Köye girişte soldaki büyük villanın yerinde eskiden İbrahim Paşa’nın (Abraham Paşa) büyük av köşkü vardı. Zamanla yıkılıp gitti. Kalıntıları da son birkaç yıl içinde yok oldu. Köydeki tek cami çok eski tarihlerde yapılmış ama harap hale gelince yıkılmıştı. Cami 1976 yılında Çarmıklı ailesi tarafından yeniden yapıldı ve adı “Demirciköy Hacı Mehmet Çarmıklı Camii” oldu. Bu cami de zaman içinde viran hale geldi ve tarihi özelliklerini de kaybetti. Köy camisiz kalamazdı ya! Yerine, yeni bir cami yapıldı. Ama ne cami? Her halde Sarıyer’deki en görkemli camilerden biri olarak kabul edilebilir.  Hayırsever bir vatandaş olan mimar Caner Aksüt çizimlerini yaptı, maddi yardımda da bulunarak inşaatı başlatarak büyük kısmını tamamlamış sonra da köy muhtarı Ali Kaptan sahiplenmiş olayı ve kendisine yaman yardımcılar bulmuş İşadamı Hüseyin Bilgin yanında oğlu Sefer Bilgin, yeni Demirciköylülerden Sezai Büyükdurmuş ve köy halkı müthiş bir uğraş vererek zor işin üstesinden gelmişler. Helal olsun onlara be! Bu camide namaz kılmamıza, Semih Kurt kardeşimizin beklenmedik ölümü vesile oldu. Önce öğle namazını ve sonra da Semih kardeşimizin cenaze namazını kıldık ve defnettik âmin sesleri arasında! Bu gezimizde de öyle namazı kıldık bu mükemmel ibadethanede. Camii 700 m2 kare alana sahip. Yazılı belgeye göre 350 kişilik! Bana en az 500 kişilik olabilir, karar benim değil, söyleyecek sözümüz olamaz! Cami inşaatı 2008 yılında başladı 2011 yılında tamamlanarak ibadete açıldı. Yaptıranlardan, yapanlardan, yapılmasına katkı verenlerden, köy halkından ve sahip çıkanlardan Allah razı olsun deriz.

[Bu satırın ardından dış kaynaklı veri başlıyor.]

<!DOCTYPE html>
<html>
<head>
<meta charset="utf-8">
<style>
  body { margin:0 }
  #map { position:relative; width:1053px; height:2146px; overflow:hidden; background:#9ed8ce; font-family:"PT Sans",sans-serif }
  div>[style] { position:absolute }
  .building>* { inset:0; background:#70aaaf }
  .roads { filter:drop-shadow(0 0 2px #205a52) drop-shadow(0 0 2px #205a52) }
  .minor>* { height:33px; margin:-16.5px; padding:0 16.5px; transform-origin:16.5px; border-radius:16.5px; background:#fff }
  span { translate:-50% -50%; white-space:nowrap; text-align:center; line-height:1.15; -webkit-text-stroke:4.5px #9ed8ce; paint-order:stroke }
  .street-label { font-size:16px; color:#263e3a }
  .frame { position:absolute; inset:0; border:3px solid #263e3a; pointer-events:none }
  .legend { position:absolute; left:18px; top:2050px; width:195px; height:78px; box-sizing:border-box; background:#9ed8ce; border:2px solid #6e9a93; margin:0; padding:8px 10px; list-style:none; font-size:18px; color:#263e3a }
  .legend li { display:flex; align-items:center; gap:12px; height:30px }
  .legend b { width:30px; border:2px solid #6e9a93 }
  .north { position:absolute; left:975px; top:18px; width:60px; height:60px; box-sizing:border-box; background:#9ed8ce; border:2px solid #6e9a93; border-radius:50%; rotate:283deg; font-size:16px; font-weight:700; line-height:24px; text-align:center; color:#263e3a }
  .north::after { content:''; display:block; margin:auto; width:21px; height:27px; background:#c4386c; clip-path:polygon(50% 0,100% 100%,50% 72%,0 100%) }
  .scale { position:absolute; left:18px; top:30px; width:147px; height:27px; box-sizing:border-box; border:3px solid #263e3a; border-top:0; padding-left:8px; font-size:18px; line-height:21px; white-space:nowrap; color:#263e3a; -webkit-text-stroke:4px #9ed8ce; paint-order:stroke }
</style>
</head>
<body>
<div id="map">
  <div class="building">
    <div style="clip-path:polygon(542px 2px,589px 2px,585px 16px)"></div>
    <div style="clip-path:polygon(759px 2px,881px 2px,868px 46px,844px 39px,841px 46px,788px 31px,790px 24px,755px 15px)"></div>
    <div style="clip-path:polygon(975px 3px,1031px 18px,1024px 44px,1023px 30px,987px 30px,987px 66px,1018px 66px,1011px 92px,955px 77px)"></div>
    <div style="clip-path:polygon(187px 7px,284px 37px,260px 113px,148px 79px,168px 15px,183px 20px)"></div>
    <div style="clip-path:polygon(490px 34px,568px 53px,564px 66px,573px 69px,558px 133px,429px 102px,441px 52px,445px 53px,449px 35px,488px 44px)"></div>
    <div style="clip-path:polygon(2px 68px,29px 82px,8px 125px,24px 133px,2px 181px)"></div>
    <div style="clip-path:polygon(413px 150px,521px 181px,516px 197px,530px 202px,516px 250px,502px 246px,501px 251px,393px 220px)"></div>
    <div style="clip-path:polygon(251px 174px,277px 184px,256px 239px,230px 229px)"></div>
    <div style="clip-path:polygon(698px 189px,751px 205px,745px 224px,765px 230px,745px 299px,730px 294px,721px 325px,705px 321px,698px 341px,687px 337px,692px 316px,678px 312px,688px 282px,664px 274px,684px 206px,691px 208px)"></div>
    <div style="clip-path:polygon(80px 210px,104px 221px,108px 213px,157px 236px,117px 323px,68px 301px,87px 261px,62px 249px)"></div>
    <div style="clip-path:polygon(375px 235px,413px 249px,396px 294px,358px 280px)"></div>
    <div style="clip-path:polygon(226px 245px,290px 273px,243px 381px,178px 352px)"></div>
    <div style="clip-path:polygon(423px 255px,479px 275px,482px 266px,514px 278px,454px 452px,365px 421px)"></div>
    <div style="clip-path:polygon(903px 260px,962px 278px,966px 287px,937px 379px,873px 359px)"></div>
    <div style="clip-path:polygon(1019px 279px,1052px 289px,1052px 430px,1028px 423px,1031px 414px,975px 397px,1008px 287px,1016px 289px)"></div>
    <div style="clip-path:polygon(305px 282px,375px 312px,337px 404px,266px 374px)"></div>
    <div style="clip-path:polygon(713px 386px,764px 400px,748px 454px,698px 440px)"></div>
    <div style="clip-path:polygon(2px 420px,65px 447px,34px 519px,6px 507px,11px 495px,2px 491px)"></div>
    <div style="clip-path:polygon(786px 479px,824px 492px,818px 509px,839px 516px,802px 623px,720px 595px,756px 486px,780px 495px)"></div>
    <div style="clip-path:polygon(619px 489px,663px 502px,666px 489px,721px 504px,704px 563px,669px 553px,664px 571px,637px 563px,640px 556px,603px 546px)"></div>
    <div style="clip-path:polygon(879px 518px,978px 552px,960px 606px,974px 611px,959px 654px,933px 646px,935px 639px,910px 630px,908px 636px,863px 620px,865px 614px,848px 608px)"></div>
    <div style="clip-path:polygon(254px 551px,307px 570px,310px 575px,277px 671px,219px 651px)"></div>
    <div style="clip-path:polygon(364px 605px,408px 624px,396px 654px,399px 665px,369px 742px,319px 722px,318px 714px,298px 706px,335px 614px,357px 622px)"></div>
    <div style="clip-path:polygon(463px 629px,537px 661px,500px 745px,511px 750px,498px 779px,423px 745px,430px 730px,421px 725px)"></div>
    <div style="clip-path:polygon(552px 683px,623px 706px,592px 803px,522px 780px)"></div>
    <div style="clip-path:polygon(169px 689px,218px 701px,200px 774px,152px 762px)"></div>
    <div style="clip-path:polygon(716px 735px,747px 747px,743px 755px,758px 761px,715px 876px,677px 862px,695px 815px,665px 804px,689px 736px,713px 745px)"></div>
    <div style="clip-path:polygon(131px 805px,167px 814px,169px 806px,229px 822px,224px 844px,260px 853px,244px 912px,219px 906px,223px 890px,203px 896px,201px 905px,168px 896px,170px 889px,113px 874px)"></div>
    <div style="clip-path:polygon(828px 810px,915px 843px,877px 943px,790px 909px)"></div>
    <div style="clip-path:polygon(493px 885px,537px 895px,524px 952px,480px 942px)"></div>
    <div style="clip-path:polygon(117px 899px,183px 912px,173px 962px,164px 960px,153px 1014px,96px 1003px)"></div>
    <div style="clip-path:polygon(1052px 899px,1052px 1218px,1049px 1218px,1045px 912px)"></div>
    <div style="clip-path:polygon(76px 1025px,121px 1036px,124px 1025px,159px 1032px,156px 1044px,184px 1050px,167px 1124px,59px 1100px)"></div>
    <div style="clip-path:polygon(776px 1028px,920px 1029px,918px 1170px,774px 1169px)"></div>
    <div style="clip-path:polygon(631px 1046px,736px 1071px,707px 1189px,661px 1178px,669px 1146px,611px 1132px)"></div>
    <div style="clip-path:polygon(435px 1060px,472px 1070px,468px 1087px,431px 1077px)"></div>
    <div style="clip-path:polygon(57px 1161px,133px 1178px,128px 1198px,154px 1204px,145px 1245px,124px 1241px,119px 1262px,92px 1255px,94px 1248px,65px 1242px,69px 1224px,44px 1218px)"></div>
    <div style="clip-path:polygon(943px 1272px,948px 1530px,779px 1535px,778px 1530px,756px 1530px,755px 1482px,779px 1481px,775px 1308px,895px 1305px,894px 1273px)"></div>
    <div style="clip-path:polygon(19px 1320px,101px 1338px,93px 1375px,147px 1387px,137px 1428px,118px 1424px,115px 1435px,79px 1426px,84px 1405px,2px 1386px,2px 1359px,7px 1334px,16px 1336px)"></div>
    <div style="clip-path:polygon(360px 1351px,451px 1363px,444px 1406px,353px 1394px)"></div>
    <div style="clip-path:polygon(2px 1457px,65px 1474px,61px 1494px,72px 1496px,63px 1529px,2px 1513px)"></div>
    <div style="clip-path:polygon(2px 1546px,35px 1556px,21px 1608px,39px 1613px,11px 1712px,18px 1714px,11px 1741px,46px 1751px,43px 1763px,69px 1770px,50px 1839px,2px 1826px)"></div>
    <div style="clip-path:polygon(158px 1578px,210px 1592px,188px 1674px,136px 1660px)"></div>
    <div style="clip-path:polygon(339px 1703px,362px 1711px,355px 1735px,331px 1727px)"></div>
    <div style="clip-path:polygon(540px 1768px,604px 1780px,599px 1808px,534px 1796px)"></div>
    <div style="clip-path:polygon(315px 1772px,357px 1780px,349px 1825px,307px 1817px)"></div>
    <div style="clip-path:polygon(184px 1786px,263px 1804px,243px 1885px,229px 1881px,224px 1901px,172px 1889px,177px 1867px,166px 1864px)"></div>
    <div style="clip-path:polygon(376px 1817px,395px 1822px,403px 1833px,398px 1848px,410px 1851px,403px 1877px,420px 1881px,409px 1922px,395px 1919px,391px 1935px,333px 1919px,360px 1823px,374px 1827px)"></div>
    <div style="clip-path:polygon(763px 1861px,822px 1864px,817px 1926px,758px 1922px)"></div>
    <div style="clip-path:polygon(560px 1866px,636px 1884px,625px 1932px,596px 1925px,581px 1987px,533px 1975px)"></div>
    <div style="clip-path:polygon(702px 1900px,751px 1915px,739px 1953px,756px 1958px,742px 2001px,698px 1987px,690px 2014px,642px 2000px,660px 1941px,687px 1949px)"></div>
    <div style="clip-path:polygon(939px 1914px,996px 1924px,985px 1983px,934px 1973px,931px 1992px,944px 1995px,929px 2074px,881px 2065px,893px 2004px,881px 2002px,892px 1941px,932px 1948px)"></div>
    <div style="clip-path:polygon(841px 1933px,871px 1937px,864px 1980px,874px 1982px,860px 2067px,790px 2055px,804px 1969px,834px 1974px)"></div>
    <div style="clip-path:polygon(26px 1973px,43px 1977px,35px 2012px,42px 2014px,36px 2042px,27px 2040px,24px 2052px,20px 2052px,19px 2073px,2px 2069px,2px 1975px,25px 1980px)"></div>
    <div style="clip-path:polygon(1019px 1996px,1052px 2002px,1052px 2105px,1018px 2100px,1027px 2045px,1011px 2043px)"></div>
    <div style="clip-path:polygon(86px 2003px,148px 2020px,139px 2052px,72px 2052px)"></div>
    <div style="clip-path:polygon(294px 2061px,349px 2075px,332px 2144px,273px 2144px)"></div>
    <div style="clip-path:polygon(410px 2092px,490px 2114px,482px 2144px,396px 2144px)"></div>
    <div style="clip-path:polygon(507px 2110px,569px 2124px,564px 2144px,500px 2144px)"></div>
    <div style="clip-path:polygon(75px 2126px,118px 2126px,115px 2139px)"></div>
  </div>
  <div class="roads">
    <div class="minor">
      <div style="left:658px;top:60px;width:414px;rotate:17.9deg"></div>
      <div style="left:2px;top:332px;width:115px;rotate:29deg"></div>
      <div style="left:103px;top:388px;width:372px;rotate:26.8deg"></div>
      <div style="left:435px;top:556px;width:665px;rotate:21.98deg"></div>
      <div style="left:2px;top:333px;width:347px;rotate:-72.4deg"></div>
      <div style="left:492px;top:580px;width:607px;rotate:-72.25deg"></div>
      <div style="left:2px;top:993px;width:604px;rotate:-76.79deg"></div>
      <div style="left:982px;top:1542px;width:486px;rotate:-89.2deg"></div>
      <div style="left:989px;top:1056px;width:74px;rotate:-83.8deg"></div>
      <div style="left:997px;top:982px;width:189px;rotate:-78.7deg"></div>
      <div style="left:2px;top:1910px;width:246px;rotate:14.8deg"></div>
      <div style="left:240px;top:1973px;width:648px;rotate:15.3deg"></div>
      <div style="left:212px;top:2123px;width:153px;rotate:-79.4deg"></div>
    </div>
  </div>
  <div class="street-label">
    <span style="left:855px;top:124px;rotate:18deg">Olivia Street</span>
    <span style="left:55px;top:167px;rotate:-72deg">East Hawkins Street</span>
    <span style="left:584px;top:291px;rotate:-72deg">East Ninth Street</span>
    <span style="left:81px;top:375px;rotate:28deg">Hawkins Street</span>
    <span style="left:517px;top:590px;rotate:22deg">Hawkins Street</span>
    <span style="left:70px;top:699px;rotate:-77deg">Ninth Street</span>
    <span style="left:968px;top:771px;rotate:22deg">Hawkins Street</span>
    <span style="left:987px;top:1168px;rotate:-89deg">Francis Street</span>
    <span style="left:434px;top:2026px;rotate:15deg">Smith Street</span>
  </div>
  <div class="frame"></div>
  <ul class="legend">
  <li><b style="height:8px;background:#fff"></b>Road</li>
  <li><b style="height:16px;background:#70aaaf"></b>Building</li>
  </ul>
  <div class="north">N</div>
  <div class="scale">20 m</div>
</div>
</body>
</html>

Unutmadan ve atlatmadan yazmayı da görev biliriz. Köyde ilköğretim okulu yok ama büyük bir cami var. Var ama neye yarar 350 kişilik camide sadece imam Köksal Bektaş dâhil 7 kişi namaz kıldık!
Hüseyin Bilgin işlerin koordinatörü, oğlu Sefer Bilgin ise işleteni! Neyse Hüseyin Bilgin Sarıyerli Genç İşadamları Derneği Başkanı olarak hayli tanınmış. Bir ara Sarıyer’i temsilen Meclis üyeliği de yapmış. Sefer Bilgin ise hem okumuş hem de çok aktif ve sosyal yanı oldukça fazla! Sefer Bilgin de birkaç dönem Sarıyer Spor Kulübünde yönetim kurulu üyesi olarak görev aldı.
Köyde cami olur da kilise olmaz mı? Elbette ki vardı. Kilise Kabaklı mevkiinde, Kilisecik adıyla bilinen yerdeydi. Kiliseden arta kalan hiçbir kalıntı yok.
Çarmıklı Demirciköy Evleri Kampusu içerisinde eksi yıllarda Damat Mehmet Paşa’ya ait mükemmel bir köşk vardı şimdi yerinde yeller esiyor, hiçbir kalıntı kalmamış. Keza Alarko Dört Mevsim Evleri Sitesinin içinde de Bizans döneminde kalma bir hamam yıkıntısı vardı, o da yok olup gitti. Ayrıca köydeki Zindan Bayırı mevkiinde bir zindan bulunduğu, Bizanslar döneminde suçluların bu zindanda cezalarını çektiği söylentisi hala devam ediyorsa da ne kadar sorup soruşturduksa böyle bir zindana rastlamadık. Zindan villa inşaatlarına kurban gitmiş olacak! Konuştuğumuz kimseler “Zindan kalıntılarını hatırlıyoruz” diyorlar, böyle olunca biz de “Vardır” diyoruz.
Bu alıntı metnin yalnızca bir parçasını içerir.